━━━ MATERIAL PROVIDED ━━━
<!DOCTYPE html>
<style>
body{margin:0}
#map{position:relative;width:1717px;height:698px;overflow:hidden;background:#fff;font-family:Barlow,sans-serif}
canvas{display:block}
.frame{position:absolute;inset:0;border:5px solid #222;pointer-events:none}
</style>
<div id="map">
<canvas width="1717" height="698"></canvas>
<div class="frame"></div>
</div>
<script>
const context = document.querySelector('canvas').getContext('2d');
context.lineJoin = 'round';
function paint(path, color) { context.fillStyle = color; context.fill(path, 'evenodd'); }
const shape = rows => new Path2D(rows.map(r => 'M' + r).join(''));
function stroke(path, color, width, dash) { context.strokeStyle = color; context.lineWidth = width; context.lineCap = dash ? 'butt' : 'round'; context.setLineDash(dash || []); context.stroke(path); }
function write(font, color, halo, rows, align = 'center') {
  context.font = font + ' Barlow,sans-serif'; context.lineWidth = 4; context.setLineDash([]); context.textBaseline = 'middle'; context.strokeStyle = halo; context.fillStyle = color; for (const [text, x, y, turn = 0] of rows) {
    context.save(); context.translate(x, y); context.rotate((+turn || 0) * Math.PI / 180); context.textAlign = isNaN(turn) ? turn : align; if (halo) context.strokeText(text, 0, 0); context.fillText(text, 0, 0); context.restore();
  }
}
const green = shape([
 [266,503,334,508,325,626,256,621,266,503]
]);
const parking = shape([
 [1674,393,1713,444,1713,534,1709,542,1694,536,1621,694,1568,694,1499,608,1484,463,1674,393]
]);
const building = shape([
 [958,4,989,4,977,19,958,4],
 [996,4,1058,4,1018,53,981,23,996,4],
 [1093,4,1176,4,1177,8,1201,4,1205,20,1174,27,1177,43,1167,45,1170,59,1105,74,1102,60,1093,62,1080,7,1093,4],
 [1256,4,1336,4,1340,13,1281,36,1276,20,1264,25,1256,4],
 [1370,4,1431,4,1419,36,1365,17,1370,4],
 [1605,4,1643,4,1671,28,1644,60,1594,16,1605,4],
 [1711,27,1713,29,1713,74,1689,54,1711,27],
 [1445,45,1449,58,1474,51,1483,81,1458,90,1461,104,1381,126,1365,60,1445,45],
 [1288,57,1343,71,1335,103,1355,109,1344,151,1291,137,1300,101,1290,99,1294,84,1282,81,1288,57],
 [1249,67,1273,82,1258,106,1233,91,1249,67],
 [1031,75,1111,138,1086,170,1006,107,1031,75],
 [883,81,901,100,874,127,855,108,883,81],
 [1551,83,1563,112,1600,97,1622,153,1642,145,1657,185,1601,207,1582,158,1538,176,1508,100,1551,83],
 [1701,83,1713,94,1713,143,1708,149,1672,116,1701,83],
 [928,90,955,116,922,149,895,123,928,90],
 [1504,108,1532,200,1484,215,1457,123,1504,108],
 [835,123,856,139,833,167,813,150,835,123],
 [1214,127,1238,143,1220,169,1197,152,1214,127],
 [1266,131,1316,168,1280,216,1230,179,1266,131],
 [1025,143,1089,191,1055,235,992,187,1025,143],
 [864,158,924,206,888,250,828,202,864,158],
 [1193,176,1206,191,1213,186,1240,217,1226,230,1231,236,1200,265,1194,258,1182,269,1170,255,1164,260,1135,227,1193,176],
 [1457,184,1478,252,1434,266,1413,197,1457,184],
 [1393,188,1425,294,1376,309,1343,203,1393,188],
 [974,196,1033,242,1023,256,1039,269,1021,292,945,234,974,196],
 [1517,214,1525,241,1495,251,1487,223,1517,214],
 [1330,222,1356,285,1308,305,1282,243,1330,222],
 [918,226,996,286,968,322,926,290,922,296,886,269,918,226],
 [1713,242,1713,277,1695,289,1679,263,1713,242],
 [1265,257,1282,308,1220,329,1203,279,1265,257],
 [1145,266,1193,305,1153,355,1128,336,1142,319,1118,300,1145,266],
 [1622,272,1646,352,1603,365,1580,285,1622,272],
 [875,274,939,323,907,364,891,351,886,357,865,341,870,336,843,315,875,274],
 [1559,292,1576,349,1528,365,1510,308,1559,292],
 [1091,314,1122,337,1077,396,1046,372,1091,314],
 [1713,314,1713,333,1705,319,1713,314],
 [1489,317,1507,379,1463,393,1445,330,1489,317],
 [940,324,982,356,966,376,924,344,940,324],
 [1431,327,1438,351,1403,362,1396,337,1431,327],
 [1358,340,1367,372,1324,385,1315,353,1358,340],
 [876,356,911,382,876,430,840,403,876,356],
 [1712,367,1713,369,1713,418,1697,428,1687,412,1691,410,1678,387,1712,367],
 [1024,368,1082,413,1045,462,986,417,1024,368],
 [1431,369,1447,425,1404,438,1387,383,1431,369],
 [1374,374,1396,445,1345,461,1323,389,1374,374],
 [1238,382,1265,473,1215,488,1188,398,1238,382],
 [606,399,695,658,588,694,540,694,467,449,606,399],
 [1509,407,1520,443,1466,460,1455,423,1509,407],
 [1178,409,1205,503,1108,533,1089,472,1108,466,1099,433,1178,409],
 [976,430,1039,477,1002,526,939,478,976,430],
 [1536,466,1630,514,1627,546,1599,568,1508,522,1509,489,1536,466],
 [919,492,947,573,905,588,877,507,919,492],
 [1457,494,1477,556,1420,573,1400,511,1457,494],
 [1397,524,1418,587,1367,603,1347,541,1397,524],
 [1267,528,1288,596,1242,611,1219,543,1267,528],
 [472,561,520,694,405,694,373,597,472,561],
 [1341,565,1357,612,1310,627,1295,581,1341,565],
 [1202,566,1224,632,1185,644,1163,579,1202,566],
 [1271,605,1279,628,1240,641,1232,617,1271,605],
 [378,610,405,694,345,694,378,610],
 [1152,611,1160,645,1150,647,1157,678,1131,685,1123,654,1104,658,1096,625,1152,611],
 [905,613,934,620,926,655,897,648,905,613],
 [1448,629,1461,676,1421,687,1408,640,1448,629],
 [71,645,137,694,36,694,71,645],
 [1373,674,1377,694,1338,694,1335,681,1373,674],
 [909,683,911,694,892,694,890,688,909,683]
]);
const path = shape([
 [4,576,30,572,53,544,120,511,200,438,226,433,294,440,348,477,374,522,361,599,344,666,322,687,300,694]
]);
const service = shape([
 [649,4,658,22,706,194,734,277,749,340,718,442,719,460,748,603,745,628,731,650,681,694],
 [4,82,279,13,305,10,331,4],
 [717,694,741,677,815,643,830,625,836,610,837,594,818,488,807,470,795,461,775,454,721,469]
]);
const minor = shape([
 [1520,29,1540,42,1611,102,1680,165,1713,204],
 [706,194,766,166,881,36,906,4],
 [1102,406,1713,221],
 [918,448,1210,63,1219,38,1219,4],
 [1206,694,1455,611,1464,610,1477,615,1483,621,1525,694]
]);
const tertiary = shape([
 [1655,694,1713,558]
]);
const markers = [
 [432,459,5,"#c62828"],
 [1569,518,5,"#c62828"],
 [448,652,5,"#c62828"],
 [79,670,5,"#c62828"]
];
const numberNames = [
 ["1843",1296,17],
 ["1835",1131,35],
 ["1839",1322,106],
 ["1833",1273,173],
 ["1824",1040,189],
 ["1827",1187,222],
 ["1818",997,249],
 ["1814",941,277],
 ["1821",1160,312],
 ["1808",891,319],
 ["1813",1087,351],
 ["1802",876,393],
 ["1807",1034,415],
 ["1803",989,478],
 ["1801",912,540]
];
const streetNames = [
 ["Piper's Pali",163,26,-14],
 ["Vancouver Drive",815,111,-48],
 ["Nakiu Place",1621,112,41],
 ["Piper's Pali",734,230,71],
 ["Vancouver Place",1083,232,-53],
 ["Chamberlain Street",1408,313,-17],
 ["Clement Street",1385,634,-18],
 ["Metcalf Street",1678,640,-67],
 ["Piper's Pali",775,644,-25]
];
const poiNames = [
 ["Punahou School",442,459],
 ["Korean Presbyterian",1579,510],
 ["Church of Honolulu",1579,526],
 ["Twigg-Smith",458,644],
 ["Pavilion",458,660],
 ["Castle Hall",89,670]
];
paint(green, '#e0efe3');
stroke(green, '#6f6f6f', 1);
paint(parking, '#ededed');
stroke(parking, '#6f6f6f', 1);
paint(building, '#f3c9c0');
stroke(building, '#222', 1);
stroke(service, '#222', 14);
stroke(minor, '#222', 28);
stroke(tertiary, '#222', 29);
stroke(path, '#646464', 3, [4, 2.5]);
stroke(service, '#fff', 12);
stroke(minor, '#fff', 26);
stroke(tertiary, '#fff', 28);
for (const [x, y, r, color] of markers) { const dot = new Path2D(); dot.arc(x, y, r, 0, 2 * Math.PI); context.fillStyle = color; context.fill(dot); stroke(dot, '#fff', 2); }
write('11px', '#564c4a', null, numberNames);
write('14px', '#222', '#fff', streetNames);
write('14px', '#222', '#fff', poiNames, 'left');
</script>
━━━
### [WHAT THIS TASK INVOLVES]
How many lines in the records contain the word "align"? Answer with the number alone.

### [ANSWER AREA]
2